“It’s hard to beat the system / when we’re standing at a distance / so we keep waiting /
waiting on the world to change.” – JOHN MAYER
How Do You Get To Massey Hall?
I don’t know, I only came close. I can at least tell you that practice has nothing to do with it. I’d practiced my speech a lot.
Last night I was invited to represent my party (the Green Party of Canada) at Vote Out Poverty, a sold-out event at Massey Hall put on by Make Poverty History and the Ontario Coalition for Social Justice. I was really excited about it. Poverty–domestically and internationally–must be aggressively addressed, and I looked forward to explaining what we propose to do about it. Besides, it would be an honour to share the stage with the likes of Mary Walsh, Stephen Lewis, The Nylons, and others.

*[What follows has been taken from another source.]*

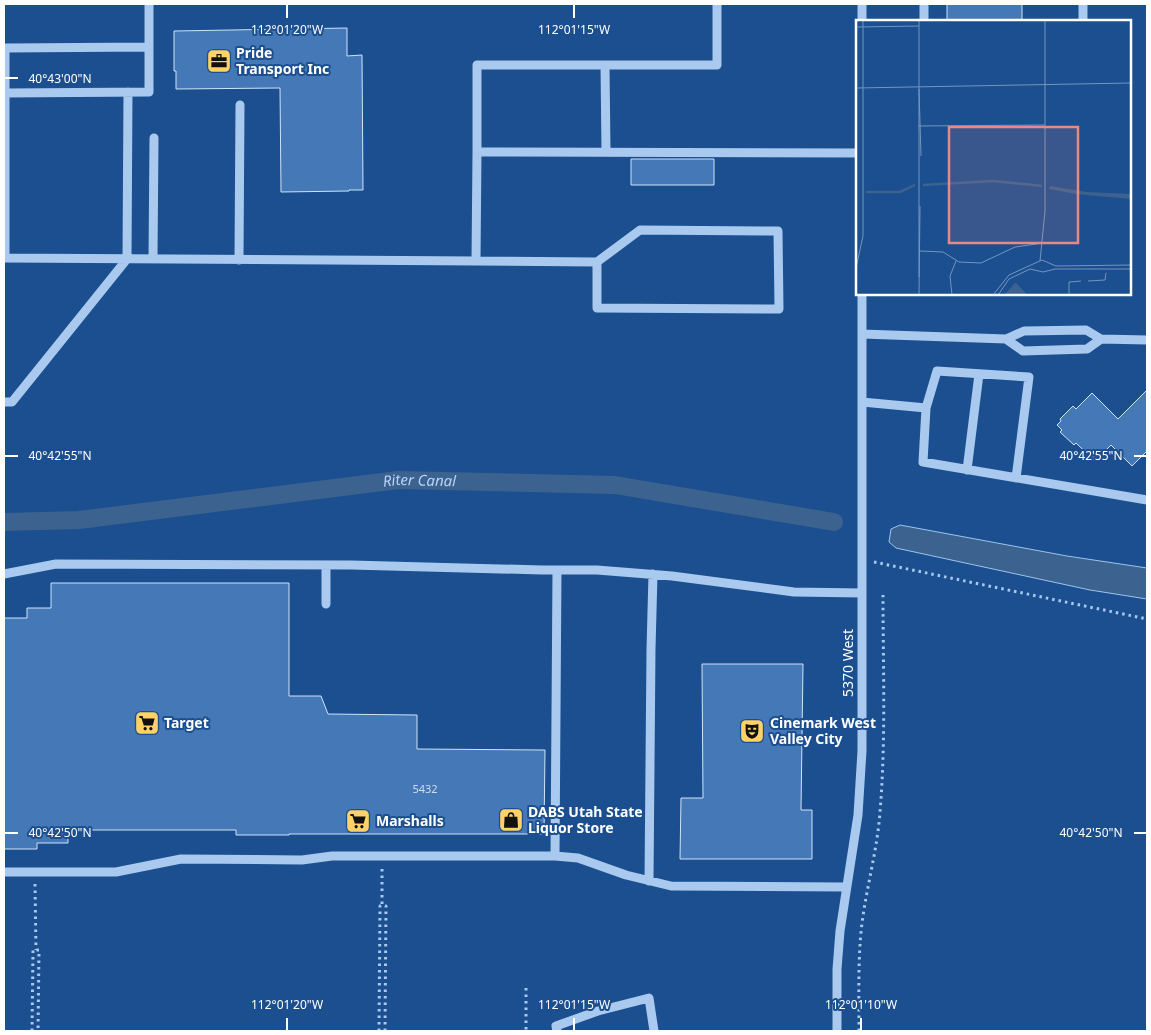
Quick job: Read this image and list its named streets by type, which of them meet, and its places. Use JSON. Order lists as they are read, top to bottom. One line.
{"streets":{"street":["5370 West"]},"water":["Riter Canal"],"places":{"office":["Pride Transport Inc"],"supermarket":["Target","Marshalls"],"theatre":["Cinemark West Valley City"],"shop":["DABS Utah State Liquor Store"]},"house_numbers":["5432"],"coordinates":["112°01'20\"W","112°01'15\"W","40°43'00\"N","40°42'55\"N","40°42'50\"N","112°01'10\"W"]}
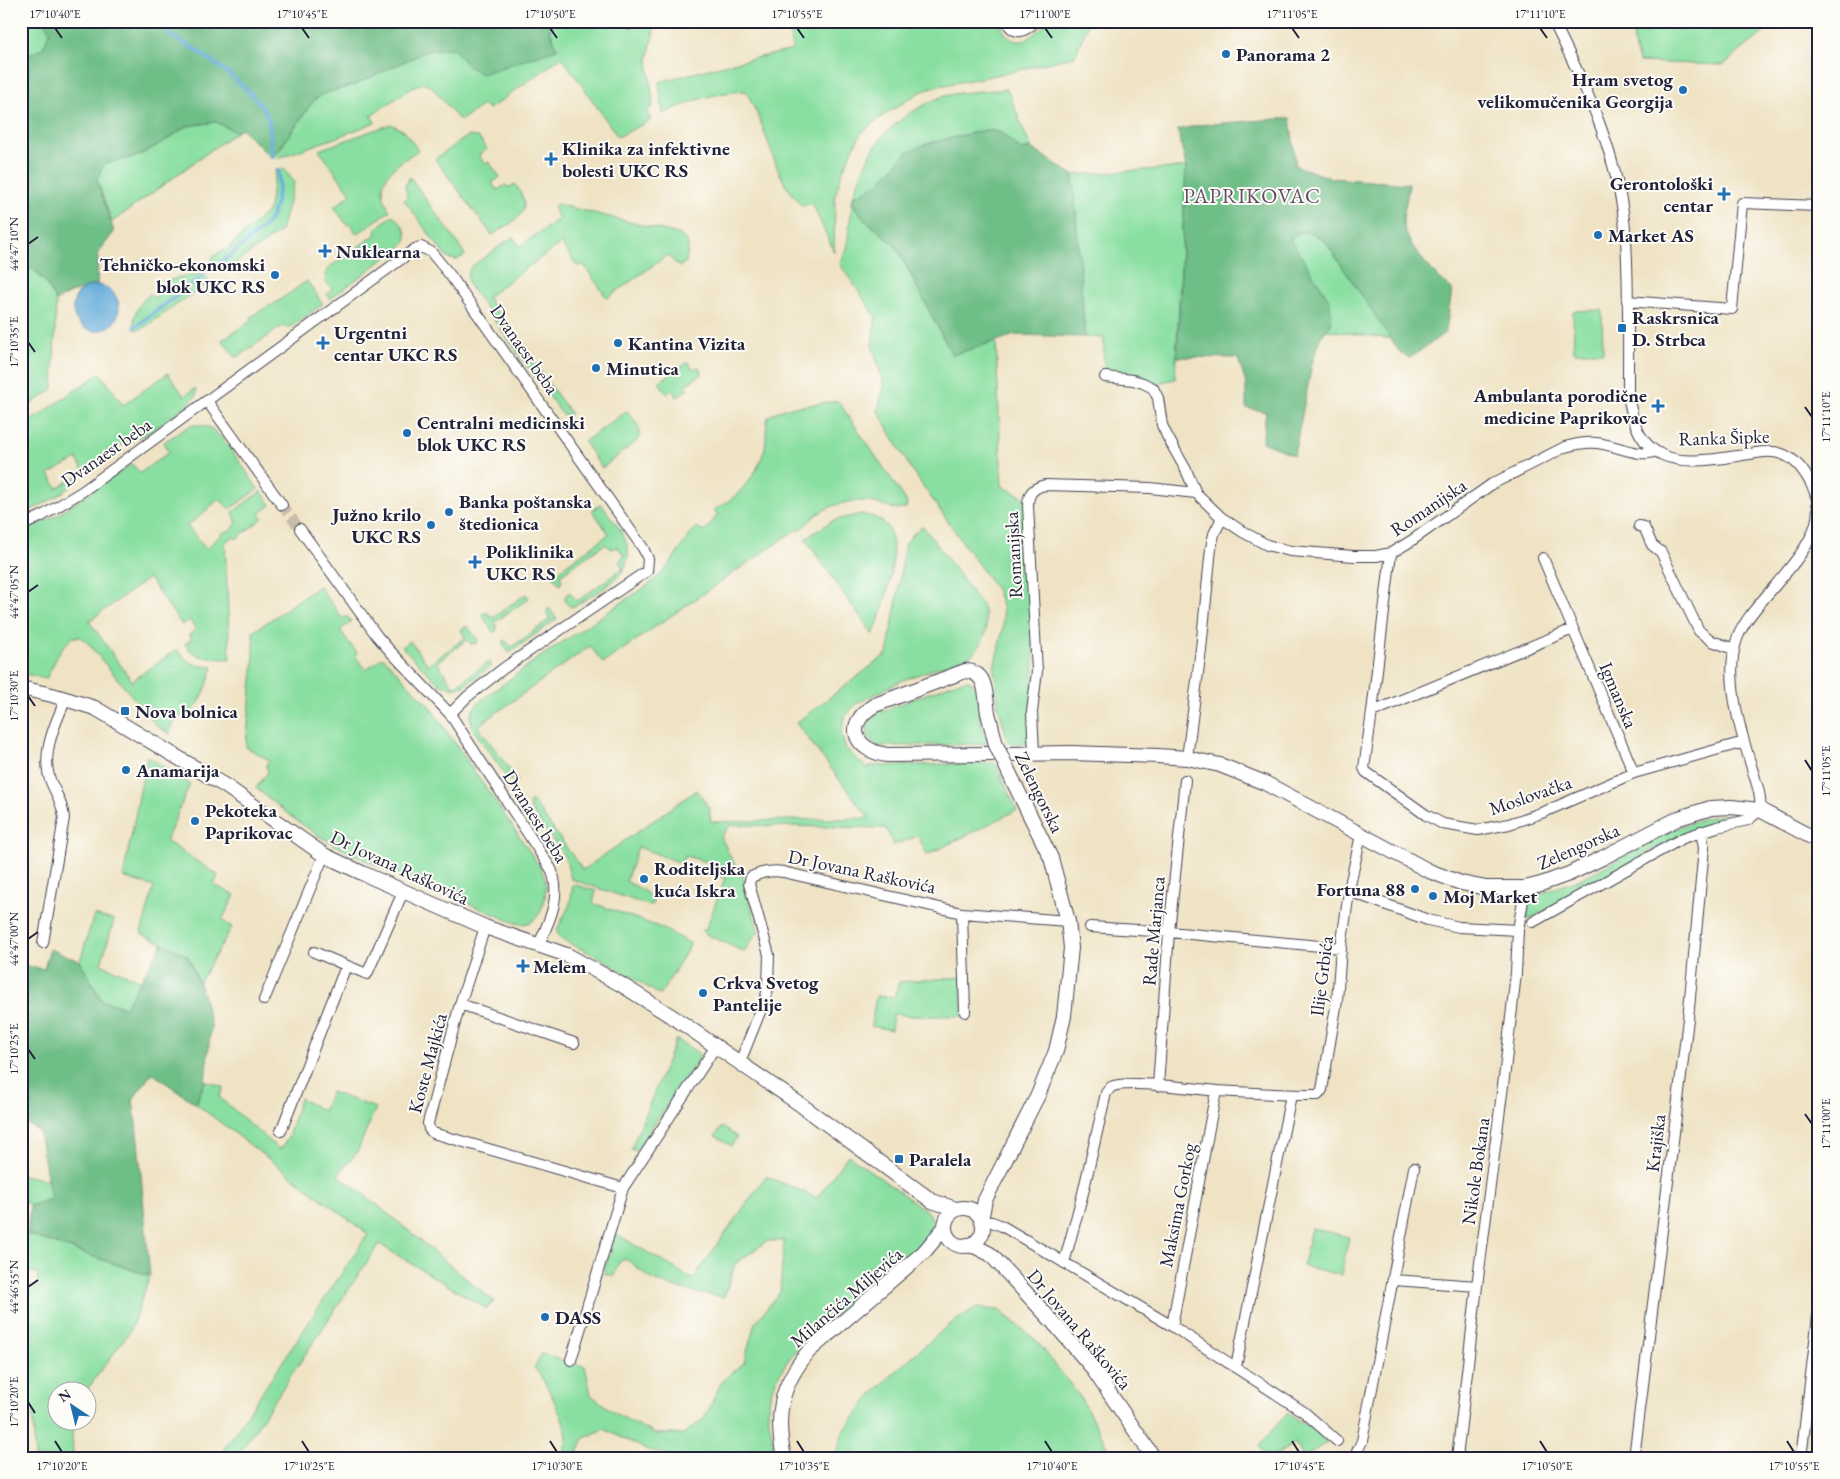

When I arrived, I was greeted outside by a nice woman with a headset and a clipboard, given my ticket and told that someone would come get me before it was my turn to speak along with the other federal representatives (Ken Dryden and Jack Layton).
Then, before the event started, a twist. The woman with the headset came back and told me that I wouldn’t be allowed to speak, because we’d “RSVPed too late” and there wasn’t time to change the script. (My attendance was confirmed that morning. There’d previously been a mix-up at the federal office since the invitation was sent to Elizabeth May a day before her hip replacement surgery.) I expressed my disappointment (politely, it wasn’t my wrangler’s fault after all) and asked if she could double-check if it really was impossible to add the words “and, from the Green Party, Chris Tindal” to the script. She went off to see what she could do.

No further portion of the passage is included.